## Material to process

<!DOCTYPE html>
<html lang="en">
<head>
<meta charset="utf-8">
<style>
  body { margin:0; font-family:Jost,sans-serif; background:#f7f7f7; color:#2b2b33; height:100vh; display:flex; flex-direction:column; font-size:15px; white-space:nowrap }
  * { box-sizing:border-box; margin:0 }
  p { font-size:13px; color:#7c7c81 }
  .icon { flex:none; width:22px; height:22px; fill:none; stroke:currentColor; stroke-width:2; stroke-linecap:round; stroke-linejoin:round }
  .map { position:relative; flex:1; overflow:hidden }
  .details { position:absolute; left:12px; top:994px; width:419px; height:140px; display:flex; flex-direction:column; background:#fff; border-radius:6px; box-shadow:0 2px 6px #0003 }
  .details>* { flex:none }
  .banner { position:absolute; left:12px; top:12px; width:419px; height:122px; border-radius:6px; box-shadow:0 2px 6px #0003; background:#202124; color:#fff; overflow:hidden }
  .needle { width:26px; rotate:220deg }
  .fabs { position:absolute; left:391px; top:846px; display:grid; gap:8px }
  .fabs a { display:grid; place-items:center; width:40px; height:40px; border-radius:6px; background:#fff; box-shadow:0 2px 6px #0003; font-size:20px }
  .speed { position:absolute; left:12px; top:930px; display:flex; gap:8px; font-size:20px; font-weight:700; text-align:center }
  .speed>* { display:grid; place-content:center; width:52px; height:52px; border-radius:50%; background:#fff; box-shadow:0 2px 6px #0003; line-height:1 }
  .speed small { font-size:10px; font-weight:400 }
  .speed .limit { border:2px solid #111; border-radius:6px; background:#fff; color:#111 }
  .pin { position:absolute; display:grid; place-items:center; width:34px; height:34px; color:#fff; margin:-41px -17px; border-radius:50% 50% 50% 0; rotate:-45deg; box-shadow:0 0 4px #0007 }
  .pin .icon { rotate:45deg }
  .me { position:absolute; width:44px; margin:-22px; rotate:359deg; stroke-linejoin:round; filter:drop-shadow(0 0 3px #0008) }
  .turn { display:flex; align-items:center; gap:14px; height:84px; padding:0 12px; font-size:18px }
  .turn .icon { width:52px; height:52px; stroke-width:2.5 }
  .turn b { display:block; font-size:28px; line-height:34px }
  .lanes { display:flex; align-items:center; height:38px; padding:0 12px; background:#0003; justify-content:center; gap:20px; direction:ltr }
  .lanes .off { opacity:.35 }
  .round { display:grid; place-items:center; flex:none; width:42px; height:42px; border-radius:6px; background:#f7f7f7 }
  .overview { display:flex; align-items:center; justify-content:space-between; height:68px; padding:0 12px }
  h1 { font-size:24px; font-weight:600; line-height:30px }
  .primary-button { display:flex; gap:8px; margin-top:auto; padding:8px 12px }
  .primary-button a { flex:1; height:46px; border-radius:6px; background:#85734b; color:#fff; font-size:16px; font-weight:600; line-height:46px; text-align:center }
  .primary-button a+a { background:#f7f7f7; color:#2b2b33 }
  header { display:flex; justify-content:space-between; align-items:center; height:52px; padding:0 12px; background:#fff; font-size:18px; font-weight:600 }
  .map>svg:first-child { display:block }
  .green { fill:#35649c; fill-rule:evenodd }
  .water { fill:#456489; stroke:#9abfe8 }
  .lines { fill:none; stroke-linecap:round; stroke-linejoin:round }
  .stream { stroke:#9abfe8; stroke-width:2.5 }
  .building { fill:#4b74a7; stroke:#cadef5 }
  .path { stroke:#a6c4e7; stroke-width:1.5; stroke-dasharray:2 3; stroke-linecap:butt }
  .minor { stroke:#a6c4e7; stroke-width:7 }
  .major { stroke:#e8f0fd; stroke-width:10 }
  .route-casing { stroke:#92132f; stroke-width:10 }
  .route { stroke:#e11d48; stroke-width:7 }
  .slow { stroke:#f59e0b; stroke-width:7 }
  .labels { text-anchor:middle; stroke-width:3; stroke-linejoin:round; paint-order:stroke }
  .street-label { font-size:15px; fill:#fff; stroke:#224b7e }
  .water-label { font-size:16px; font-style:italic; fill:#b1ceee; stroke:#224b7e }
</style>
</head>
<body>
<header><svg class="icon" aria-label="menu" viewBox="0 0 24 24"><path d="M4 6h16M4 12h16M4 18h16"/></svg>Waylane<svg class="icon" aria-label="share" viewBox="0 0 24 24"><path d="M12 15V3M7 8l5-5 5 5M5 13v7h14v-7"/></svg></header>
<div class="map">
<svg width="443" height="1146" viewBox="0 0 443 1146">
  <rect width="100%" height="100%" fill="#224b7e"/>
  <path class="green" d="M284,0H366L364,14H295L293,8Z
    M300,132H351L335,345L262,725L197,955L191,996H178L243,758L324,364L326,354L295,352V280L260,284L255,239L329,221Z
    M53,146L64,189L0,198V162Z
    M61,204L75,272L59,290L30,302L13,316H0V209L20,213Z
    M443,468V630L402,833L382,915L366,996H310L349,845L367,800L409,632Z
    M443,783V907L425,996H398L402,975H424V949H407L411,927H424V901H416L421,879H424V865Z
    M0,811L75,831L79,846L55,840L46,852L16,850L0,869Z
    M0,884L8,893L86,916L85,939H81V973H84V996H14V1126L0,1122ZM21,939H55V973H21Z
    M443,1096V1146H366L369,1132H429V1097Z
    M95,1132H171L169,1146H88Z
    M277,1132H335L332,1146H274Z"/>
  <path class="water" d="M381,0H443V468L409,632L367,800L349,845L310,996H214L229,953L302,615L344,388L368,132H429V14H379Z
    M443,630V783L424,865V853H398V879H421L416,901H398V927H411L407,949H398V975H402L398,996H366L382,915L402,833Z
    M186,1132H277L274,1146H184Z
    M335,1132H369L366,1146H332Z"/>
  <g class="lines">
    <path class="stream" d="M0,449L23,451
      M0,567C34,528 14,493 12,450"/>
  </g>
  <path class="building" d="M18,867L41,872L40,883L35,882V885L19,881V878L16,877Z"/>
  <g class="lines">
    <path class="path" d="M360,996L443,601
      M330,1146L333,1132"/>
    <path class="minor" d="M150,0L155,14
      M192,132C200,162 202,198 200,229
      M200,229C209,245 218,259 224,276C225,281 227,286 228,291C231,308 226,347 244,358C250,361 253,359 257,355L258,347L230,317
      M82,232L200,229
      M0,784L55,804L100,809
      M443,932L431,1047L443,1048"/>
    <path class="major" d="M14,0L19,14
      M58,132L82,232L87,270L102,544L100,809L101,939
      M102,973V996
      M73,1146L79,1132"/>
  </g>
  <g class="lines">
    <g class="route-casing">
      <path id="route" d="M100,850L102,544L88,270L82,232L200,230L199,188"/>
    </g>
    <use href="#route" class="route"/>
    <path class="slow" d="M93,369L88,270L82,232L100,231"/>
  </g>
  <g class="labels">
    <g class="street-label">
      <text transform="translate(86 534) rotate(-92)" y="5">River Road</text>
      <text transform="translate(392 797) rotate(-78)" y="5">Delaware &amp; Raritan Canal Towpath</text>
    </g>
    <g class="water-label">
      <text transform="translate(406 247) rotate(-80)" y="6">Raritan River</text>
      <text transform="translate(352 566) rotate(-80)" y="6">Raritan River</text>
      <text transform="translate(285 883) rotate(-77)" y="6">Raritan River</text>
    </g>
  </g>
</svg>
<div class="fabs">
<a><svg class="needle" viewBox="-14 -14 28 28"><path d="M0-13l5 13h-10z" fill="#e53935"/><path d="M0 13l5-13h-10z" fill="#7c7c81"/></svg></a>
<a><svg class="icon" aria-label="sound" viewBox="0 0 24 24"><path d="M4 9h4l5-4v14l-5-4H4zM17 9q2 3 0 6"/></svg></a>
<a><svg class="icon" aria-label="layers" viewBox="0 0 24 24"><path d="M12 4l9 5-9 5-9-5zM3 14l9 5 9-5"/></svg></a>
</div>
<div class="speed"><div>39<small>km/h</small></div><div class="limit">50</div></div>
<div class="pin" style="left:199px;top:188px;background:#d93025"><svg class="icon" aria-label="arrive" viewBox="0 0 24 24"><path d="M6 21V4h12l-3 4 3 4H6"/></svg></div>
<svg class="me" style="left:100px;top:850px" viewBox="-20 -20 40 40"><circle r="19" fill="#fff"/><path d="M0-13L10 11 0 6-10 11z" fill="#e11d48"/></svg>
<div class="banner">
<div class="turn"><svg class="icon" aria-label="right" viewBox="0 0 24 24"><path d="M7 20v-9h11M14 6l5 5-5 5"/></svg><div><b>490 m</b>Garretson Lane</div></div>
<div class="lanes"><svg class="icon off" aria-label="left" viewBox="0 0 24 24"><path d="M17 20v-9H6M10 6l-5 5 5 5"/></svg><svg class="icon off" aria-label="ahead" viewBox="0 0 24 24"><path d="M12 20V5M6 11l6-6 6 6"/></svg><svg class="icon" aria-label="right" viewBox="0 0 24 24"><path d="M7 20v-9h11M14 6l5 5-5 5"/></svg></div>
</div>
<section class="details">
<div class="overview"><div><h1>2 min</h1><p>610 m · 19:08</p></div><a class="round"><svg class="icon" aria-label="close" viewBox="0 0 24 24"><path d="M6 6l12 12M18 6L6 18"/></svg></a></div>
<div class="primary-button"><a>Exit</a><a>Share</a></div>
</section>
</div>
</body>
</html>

## What the exercise asks
Each line in the entries above, starting at the line with "position:absolute; display:grid; place-items:center;" and ending at the line with "position:absolute; width:44px; margin:-22px;", is to be printed exactly, and only those lines.

## Exercise solution
  .pin { position:absolute; display:grid; place-items:center; width:34px; height:34px; color:#fff; margin:-41px -17px; border-radius:50% 50% 50% 0; rotate:-45deg; box-shadow:0 0 4px #0007 }
  .pin .icon { rotate:45deg }
  .me { position:absolute; width:44px; margin:-22px; rotate:359deg; stroke-linejoin:round; filter:drop-shadow(0 0 3px #0008) }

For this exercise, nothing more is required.